Colômbia: as primeiras eleições legislativas com uma Farc sem armas deixaram o terreno preparado para a disputa de quem substituirá o presidente Juan Manuel Santos (Carlos Julio Martinez/Reuters)
AFP
Publicado em 12 de março de 2018 às 12h33.
Uma direita dura, que vence, mas não arrasa, uma ex-guerrilha castigada nas urnas e o histórico avanço do centro e da esquerda: a Colômbia configurou um novo Congresso antes de eleger seu próximo presidente, em maio.
Embora mais uma vez a abstenção tenha superado a barreiras dos 50%, as primeiras eleições legislativas com uma Farc sem armas deixaram o terreno preparado para a disputa de quem substituirá o presidente Juan Manuel Santos.
E se confirmou que, após a vitória do ex-guerrilheiro e ex-prefeito de Bogotá Gustavo Petro na consulta interpartidária, a esquerda tem pela primeira vez chances reais de poder.
Ex-ministro implacável da Defesa, Santos conseguiu o que parecia impossível antes de sua chegada à Presidência em 2010: um acordo de paz com o grupo rebelde mais poderoso da América, que ostentava um Exército de sete mil combatentes financiado pelo narcotráfico.
As agora desmobilizadas Forças Armadas Revolucionárias da Colômbia (Farc) se transformaram em partido e estão perto de iniciar a confissão de seus crimes, assim como a indenização de suas milhares de vítimas.
Enquanto o mundo abraçou sua iniciativa e até o agraciou com o Nobel da Paz, na Colômbia, porém, sua popularidade não chega a 20%, e a coalizão, com a qual governou, está praticamente enterrada.
Seu partido saiu derrotado das mãos da direita que mais questiona o presidente pelo que considera ser um tratamento indulgente para com os rebeldes marxistas.
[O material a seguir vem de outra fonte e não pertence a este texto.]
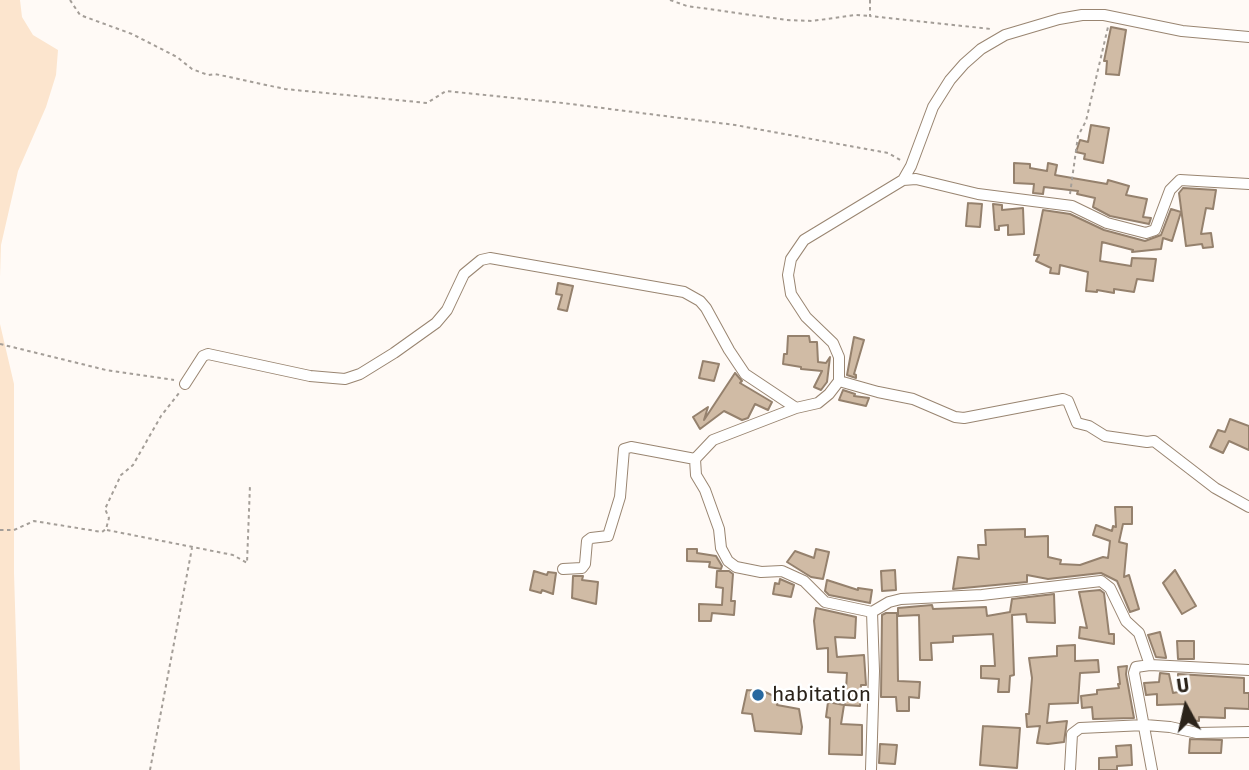 <!DOCTYPE html>
<style>
body{margin:0}
#map{position:relative;width:1249px;height:770px;overflow:hidden;background:#fffaf6;font-family:"Fira Sans",sans-serif}
canvas{display:block}
.north{position:absolute;left:1151px;top:672px;width:70px;height:70px;-webkit-text-stroke:5px #fff;paint-order:stroke;rotate:352deg;font-size:19px;font-weight:700;line-height:28px;text-align:center;color:#2b231a}
.north::after{content:'';display:block;margin:auto;width:24px;height:32px;background:#2b231a;clip-path:polygon(50% 0,100% 100%,50% 72%,0 100%)}
</style>
<div id="map">
<canvas width="1249" height="770"></canvas>
<div class="north">U</div>
</div>
<script>
const ctx = document.querySelector('canvas').getContext('2d');
ctx.lineJoin = 'round';
function fill(path, color) { ctx.fillStyle = color; ctx.fill(path, 'evenodd'); }
const poly = rows => new Path2D(rows.map(r => 'M' + r).join(''));
function trace(path, color, width, dash) { ctx.strokeStyle = color; ctx.lineWidth = width; ctx.lineCap = dash ? 'butt' : 'round'; ctx.setLineDash(dash || []); ctx.stroke(path); }
function drawText(font, color, halo, rows, align = 'center') {
  ctx.font = font + ' "Fira Sans",sans-serif'; ctx.lineWidth = 5; ctx.setLineDash([]); ctx.textBaseline = 'middle'; ctx.strokeStyle = halo; ctx.fillStyle = color; for (const [text, x, y, turn = 0] of rows) {
    ctx.save(); ctx.translate(x, y); ctx.rotate((+turn || 0) * Math.PI / 180); ctx.textAlign = isNaN(turn) ? turn : align; if (halo) ctx.strokeText(text, 0, 0); ctx.fillText(text, 0, 0); ctx.restore();
  }
}
const green = poly([
 [0,0,20,0,22,17,33,35,58,50,56,75,46,107,18,171,1,245,0,277],
 [0,324,14,384,14,573,20,770,0,770]
]);
const building = poly([
 [1111,27,1126,30,1119,75,1106,74,1107,61,1104,61,1111,27],
 [1091,125,1109,128,1103,163,1084,159,1085,154,1076,152,1080,140,1088,142,1091,125],
 [1014,163,1030,164,1030,168,1047,171,1048,163,1057,165,1055,175,1107,184,1108,180,1129,186,1126,195,1147,199,1143,217,1151,218,1149,224,1110,216,1093,207,1095,198,1077,194,1078,191,1044,187,1043,194,1033,193,1034,184,1014,183,1014,163],
 [1183,188,1216,190,1213,209,1206,208,1201,234,1211,233,1213,247,1203,248,1202,244,1186,246,1179,193,1183,188],
 [968,203,982,204,980,227,966,226,968,203],
 [993,204,1002,205,1002,210,1023,208,1024,234,1008,235,1008,225,999,226,999,230,995,230,993,204],
 [1171,209,1181,212,1172,241,1163,238,1161,249,1132,252,1133,250,1102,242,1100,261,1131,266,1132,258,1156,259,1153,281,1137,279,1134,292,1114,289,1114,293,1097,290,1097,292,1086,291,1088,272,1060,265,1059,274,1050,273,1051,268,1036,261,1039,255,1034,255,1043,210,1070,214,1104,230,1145,241,1161,235,1171,209],
 [558,283,573,286,567,311,558,309,562,295,556,294,558,283],
 [788,336,809,336,810,342,817,342,818,362,826,363,830,357,827,382,821,390,814,387,822,371,801,369,801,367,783,364,784,354,787,354,788,336],
 [854,337,864,340,854,374,856,375,856,378,847,375,854,337],
 [703,361,719,364,714,381,699,378,703,361],
 [735,373,742,381,740,383,772,402,768,410,755,404,748,418,742,420,724,411,700,429,693,417,708,407,704,420,735,373],
 [843,390,855,394,854,396,869,398,866,406,839,400,843,390],
 [1230,419,1249,426,1249,450,1229,441,1223,453,1210,447,1218,430,1225,432,1230,419],
 [1115,507,1132,507,1132,524,1123,524,1119,542,1127,544,1124,577,1129,575,1139,609,1130,612,1117,581,1101,573,1048,579,1027,575,1027,582,953,589,958,557,979,559,978,545,986,545,985,530,1025,529,1025,537,1048,536,1048,557,1061,560,1060,564,1080,565,1103,557,1108,558,1110,541,1093,535,1096,525,1112,531,1113,526,1116,527,1115,507],
 [687,549,697,549,697,553,716,556,722,566,721,569,709,567,710,562,687,561,687,549],
 [816,549,829,552,823,579,811,577,787,562,795,551,814,558,816,549],
 [895,570,896,590,882,591,881,571,895,570],
 [1175,570,1196,606,1182,614,1163,583,1175,570],
 [534,571,547,575,548,572,556,573,553,594,542,590,541,593,530,590,534,571],
 [717,571,729,571,733,574,731,601,735,601,734,615,712,613,711,621,699,621,699,604,722,605,723,588,716,587,717,571],
 [573,576,583,576,582,580,598,582,596,604,572,598,573,576],
 [780,579,794,585,791,597,773,594,775,583,779,584,780,579],
 [827,580,858,590,858,588,872,590,870,603,829,595,825,591,827,580],
 [1100,590,1104,593,1109,634,1114,634,1114,644,1079,638,1080,627,1087,628,1079,592,1100,590],
 [1054,594,1055,623,1027,622,1026,614,1012,615,1014,675,1010,676,1009,692,998,692,999,679,981,678,981,666,995,666,993,634,953,636,953,642,931,643,932,660,920,660,919,615,898,616,898,608,932,605,933,609,986,607,987,616,1010,612,1012,599,1054,594],
 [816,608,856,617,855,638,835,637,837,657,864,655,866,685,861,685,860,706,845,705,847,673,828,672,828,648,817,649,814,621,816,608],
 [886,613,897,613,898,681,920,682,919,698,909,697,909,711,897,711,896,697,881,697,882,615,886,613],
 [1160,632,1166,657,1166,658,1156,657,1148,635,1160,632],
 [1177,641,1194,641,1194,659,1178,659,1177,641],
 [1075,645,1075,661,1098,660,1099,672,1080,673,1078,703,1049,704,1047,723,1067,721,1064,742,1048,744,1037,743,1040,726,1027,727,1026,714,1029,714,1032,678,1029,658,1057,656,1057,646,1075,645],
 [1127,666,1126,674,1134,718,1093,719,1092,707,1082,708,1081,696,1097,694,1097,690,1119,688,1118,684,1120,684,1118,667,1127,666],
 [1160,673,1169,674,1173,693,1178,692,1178,674,1244,678,1244,693,1249,693,1249,709,1225,708,1225,718,1199,717,1199,721,1185,720,1185,704,1157,705,1157,694,1146,695,1144,683,1159,682,1160,673],
 [747,690,763,691,778,698,777,705,799,709,802,727,801,734,755,731,752,714,742,713,747,690],
 [828,702,844,705,841,724,862,725,862,755,829,754,830,718,826,717,828,702],
 [983,726,1020,728,1017,768,980,765,983,726],
 [1190,739,1222,740,1221,753,1189,753,1190,739],
 [880,744,897,745,895,764,879,763,880,744],
 [1131,745,1132,765,1117,766,1117,770,1099,770,1099,758,1117,757,1116,746,1131,745]
]);
const path = poly([
 [70,0,80,15,132,34,177,57,192,69,208,75,215,74,285,89,427,103,446,91,563,103,735,125,888,153,902,161],
 [670,0,687,6,787,20,812,21,855,15,870,16],
 [870,0,870,16,991,29],
 [1070,194,1078,136,1086,121,1108,27],
 [0,344,106,370,174,380],
 [0,530,14,530,34,521,102,532,106,529,109,518,105,509,121,475,133,465,161,416,179,393],
 [107,530,233,555,247,563,250,485],
 [150,770,192,548]
]);
const minor = poly([
 [903,180,916,179,978,194,1072,206,1107,223,1146,233,1155,230,1170,190,1180,180,1249,184],
 [839,381,878,392,913,399,955,417,964,418,1063,399,1068,401,1077,423,1089,426,1105,436,1147,442,1154,441,1215,488,1249,507],
 [185,384,203,356,208,354,310,376,345,379,360,374,394,353,436,323,447,310,464,274,481,260,490,258,684,292,700,301,706,308,729,350,745,374,796,408,818,403,829,394,839,381,839,357,833,343,806,317,791,294,788,275,791,259,804,240,903,180,911,166,933,107,950,80,964,64,981,49,1005,35,1059,19,1082,15,1104,15,1182,31,1249,37],
 [796,408,713,440,695,459,696,475,705,490,719,529,721,548,728,561,736,567,761,572,782,571,804,581,825,602,872,612,874,671,871,770],
 [563,569,582,568,585,564,587,541,591,538,608,536,620,497,624,449,631,447,695,459],
 [872,612,889,602,901,599,982,595,1101,581,1110,588,1126,621,1139,633,1150,665],
 [1070,770,1072,734,1080,728,1145,725,1170,727,1197,733,1249,732],
 [1152,770,1134,673,1136,667,1150,665,1249,670]
]);
const markers = [
 [758,695,7,"#28689f"]
];
const poiNames = [
 ["habitation",772,695]
];
fill(green, '#fce5ce');
fill(building, '#d0bba5');
trace(building, '#95816d', 2);
trace(minor, '#998571', 12);
trace(path, '#a49e98', 2, [3.5, 3.5]);
trace(minor, '#fff', 10);
for (const [x, y, r, color] of markers) { const dot = new Path2D(); dot.arc(x, y, r, 0, 2 * Math.PI); ctx.fillStyle = color; ctx.fill(dot); trace(dot, '#fff', 2.5); }
drawText('21px', '#2b231a', '#fff', poiNames, 'left');
</script>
O Partido da Unidade Nacional perdeu 19 cadeiras em relação à eleição passada e sequer concorrerá com candidato próprio para a eleição presidencial.
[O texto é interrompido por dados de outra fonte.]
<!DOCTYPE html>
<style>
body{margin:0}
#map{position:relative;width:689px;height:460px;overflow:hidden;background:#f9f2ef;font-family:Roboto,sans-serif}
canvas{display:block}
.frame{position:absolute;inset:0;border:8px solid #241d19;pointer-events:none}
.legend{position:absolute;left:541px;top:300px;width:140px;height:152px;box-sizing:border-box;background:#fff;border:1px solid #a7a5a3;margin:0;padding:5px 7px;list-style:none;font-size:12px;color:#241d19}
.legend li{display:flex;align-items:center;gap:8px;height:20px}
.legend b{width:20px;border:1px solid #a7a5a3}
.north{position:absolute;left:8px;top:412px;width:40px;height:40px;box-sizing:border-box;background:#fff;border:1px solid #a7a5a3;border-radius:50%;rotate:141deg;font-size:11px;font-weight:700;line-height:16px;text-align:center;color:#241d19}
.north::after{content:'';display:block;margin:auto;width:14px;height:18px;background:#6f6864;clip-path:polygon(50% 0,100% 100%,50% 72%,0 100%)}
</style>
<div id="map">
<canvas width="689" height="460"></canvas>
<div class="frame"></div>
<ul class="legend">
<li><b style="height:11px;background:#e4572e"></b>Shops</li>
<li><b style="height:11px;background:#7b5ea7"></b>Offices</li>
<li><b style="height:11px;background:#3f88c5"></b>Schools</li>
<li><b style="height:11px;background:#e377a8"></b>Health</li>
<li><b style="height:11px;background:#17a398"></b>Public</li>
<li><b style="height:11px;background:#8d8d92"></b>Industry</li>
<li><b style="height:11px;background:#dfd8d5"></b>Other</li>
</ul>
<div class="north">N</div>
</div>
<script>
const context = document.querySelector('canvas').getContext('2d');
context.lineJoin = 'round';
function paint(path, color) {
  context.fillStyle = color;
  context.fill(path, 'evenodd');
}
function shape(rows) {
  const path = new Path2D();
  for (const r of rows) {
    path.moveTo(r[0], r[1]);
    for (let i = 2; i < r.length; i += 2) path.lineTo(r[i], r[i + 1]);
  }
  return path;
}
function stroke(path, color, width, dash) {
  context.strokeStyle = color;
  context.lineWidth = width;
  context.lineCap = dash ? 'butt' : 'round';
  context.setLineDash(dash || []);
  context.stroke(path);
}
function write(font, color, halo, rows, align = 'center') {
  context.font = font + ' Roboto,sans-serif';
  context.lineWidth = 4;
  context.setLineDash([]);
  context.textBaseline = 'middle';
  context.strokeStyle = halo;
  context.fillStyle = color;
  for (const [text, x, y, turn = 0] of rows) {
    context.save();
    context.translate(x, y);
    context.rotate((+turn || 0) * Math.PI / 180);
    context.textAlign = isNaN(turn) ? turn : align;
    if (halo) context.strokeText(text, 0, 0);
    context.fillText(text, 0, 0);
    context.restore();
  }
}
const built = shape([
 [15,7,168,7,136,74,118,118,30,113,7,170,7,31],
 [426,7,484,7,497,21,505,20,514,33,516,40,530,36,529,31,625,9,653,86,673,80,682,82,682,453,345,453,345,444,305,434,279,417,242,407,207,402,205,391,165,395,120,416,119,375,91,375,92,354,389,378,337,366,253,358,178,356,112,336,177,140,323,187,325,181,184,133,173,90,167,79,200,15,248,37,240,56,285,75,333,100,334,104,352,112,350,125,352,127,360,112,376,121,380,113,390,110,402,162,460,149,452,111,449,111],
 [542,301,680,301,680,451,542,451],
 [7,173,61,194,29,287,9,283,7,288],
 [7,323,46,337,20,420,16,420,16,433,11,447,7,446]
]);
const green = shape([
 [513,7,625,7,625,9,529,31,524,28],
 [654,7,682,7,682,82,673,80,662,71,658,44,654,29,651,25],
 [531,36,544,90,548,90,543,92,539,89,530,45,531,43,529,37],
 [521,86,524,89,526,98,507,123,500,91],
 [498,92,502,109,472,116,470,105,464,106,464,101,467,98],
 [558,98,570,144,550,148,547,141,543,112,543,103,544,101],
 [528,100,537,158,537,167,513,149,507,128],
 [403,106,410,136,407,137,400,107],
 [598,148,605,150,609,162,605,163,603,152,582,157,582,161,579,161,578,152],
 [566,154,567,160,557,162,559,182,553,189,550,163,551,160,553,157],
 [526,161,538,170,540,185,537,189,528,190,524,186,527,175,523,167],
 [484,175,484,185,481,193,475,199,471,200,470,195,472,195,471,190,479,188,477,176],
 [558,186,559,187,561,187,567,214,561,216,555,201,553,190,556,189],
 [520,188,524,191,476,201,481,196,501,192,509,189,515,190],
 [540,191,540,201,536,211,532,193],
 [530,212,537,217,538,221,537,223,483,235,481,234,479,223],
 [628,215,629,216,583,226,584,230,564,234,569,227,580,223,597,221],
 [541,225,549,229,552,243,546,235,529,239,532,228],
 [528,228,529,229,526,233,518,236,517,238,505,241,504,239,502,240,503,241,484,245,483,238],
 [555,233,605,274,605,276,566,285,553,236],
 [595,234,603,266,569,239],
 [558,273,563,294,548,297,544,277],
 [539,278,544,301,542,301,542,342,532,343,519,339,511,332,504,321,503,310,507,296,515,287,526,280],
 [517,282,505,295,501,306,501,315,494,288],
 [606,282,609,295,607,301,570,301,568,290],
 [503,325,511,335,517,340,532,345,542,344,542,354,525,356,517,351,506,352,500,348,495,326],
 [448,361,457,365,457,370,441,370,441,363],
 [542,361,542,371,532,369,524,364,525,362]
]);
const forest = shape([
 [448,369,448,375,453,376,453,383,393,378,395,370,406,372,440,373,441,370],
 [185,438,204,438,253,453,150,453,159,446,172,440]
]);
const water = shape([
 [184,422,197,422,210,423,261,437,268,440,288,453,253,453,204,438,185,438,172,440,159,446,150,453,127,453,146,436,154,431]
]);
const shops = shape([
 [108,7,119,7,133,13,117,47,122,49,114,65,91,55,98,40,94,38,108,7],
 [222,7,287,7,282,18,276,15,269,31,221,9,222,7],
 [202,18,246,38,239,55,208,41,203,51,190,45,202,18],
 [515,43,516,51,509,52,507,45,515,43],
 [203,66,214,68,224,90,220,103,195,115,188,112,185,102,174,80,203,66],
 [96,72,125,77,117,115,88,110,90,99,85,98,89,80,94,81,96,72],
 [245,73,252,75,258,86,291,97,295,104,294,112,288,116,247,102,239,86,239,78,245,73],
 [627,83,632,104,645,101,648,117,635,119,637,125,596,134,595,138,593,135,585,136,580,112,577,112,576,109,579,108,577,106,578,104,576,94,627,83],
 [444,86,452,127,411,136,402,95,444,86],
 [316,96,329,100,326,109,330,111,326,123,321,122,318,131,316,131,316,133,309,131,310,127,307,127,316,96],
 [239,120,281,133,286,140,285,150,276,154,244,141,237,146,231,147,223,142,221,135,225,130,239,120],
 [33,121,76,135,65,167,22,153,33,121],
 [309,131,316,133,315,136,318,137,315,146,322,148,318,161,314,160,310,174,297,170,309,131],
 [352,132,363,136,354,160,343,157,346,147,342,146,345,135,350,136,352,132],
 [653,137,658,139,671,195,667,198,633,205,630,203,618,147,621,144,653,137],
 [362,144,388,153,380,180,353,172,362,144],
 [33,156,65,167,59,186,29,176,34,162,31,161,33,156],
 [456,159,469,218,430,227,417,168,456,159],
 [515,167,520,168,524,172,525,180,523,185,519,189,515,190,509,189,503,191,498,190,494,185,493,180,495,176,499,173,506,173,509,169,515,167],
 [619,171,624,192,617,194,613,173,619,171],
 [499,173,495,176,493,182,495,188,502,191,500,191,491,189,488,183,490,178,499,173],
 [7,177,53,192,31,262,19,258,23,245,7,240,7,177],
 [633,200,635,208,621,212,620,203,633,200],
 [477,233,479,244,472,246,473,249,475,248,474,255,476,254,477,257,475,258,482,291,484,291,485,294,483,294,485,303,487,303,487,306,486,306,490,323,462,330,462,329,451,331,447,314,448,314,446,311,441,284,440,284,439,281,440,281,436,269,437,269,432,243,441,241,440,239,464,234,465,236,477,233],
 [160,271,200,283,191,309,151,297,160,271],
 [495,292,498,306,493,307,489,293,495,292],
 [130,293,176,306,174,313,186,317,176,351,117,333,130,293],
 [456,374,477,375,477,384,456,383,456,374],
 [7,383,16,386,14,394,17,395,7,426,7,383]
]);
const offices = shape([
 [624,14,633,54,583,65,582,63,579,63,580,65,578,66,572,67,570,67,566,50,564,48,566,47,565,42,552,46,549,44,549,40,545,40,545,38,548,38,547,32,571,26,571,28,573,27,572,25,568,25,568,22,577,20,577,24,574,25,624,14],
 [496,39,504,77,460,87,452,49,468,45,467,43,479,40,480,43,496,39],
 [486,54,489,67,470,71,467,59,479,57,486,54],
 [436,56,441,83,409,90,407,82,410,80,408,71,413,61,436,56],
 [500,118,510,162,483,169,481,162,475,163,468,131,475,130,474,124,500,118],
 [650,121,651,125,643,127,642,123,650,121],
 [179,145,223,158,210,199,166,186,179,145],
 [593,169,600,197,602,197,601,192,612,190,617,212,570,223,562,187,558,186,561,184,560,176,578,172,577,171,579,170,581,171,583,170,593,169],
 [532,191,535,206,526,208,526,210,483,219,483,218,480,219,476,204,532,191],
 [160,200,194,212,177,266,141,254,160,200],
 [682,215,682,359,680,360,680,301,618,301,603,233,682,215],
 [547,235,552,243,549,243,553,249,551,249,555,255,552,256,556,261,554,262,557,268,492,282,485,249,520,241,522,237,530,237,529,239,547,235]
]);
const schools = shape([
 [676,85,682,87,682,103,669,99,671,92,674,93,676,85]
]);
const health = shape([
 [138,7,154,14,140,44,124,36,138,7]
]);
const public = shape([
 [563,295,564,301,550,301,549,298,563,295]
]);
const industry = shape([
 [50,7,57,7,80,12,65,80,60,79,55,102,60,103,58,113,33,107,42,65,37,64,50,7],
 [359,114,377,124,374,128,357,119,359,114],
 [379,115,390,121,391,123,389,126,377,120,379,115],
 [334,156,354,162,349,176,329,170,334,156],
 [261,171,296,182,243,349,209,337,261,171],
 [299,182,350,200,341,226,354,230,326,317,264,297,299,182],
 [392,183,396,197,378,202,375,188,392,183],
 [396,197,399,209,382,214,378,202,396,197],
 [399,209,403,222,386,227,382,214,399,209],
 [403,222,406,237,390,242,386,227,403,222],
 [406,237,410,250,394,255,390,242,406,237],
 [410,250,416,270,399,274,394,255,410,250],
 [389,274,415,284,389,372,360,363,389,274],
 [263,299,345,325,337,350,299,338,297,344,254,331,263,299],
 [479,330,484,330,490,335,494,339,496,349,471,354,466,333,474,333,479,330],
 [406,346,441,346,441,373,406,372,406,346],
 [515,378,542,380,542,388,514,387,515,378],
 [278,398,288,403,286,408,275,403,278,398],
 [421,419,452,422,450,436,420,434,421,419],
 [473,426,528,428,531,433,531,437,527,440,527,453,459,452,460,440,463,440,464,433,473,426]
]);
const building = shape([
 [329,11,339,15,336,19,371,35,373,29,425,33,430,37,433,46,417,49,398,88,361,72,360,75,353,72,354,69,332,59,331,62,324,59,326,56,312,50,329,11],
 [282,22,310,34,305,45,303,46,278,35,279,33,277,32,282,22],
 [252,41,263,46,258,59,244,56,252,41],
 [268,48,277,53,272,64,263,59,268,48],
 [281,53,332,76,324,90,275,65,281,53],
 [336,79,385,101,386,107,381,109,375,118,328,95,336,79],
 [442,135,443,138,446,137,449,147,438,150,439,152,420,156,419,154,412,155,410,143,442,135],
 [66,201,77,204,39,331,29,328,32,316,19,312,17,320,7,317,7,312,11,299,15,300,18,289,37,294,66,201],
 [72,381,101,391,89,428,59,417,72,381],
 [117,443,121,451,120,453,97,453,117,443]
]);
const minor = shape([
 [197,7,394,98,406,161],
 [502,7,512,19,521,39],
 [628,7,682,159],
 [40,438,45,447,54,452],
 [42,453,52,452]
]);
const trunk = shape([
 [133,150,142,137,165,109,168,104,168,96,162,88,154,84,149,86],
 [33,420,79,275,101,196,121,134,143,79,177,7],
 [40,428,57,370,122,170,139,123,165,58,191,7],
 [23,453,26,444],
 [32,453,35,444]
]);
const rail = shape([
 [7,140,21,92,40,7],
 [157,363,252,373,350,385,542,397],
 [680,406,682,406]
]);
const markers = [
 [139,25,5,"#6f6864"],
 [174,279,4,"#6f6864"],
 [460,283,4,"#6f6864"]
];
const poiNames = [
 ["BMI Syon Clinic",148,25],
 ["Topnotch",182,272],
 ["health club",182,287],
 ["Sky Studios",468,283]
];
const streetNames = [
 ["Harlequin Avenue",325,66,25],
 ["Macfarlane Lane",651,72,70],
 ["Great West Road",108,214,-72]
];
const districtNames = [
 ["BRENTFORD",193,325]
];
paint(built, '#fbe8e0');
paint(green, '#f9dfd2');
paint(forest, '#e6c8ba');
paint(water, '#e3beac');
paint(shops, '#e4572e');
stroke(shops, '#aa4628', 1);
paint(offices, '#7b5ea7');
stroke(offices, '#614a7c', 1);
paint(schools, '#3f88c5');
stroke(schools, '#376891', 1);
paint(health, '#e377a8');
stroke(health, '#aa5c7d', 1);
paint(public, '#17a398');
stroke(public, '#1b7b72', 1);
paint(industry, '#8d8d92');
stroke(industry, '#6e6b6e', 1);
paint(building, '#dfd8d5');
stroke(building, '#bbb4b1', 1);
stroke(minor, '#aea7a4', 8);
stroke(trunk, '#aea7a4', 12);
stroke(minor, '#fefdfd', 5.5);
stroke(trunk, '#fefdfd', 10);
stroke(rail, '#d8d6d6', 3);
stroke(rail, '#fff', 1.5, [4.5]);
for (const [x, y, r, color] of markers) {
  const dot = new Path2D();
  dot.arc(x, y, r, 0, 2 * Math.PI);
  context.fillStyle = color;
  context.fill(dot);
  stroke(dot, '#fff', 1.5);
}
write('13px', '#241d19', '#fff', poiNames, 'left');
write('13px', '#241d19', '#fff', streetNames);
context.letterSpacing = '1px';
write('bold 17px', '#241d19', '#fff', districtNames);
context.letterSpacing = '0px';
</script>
Álvaro Uribe se consolidou como o grande eleitor do país.
Não apenas foi o mais votado ao Congresso, com 870.000 votos, como seu partido deu uma virada de mesa no Parlamento, e seu afilhado político, Iván Duque, agora pisa mais forte na corrida presidencial.
Com uma mensagem de rejeição ao acordo de paz e de medo de que a Colômbia se transforme em uma Venezuela, Uribe conseguiu posicionar seu partido Centro Democrático (de direita) como o mais votado do Congresso.
Apesar de sua vitória não ter sido a "surra" prevista pelas pesquisas, seu movimento se tornou a principal força no Senado (19). Na Câmara de Representantes, foi a segunda lista mais votada, atrás do Partido Liberal, com 32 cadeiras - 13 a mais do que na presente legislatura.
"Ele continua sendo o mais votado, porque é um líder que tem capacidade de influência alta em um setor da população", explicou o professor Alejo Vargas, da Universidade Nacional.
Certamente votarão com Uribe Cambio Radical (de centro-direita) e setores do Partido Conservador, que criticaram trechos do acordo firmado com os rebeldes comunistas.
Os três movimentos somam 134 das 280 cadeiras no Parlamento. Na atual legislatura, contam com 109 assentos.
Contra todas as previsões, esquerda e centro alcançaram uma representação histórica. Antes das votações, ambas as correntes penavam para manter sua representação.
Agora, ambas as facções que apoiam o acordo de paz obtiveram 34 cadeiras no Congresso. Se forem somadas as da ex-guerrilha, chegam a 44.
Estarão representadas, principalmente, pelos esquerdistas Polo Democrático Alternativo e Lista da Decência, que estreou nesta campanha, além da Aliança Verde (de centro).
"A centro-esquerda é o setor que mais avança, em relação ao que aconteceu em 2014", disse o diretor do Observatório para Processos Eleitorais da Universidade de Rosário, Yann Basset.
Com uma rosa vermelha como símbolo de reconciliação, a Força Alternativa Revolucionária do Comum (Farc), o partido surgido do pacto de paz, teve uma discretíssima estreia eleitoral.
Apesar da dez cadeiras já previstas no acordo de paz, os ex-rebeldes comunistas quiseram aumentar sua representação. Tentativa frustrada: conquistaram apenas 0,5% dos votos (85.094).
Esse resultado "reflete o pouco apoio e até a hostilidade que há na opinião pública da Colômbia contra as Farc", explicou Basset.
Os ex-guerrilheiros receberam um sonoro castigo que também se refletiu no sólido apoio que receberam as forças de direita que mais criticam e que até propõem endurecer o pacto de paz para que os responsáveis por crimes atrozes cumpram um mínimo de tempo na prisão.
Por enquanto, os rebeldes do passado são "uma força política relativamente marginal", enfatizou o especialista.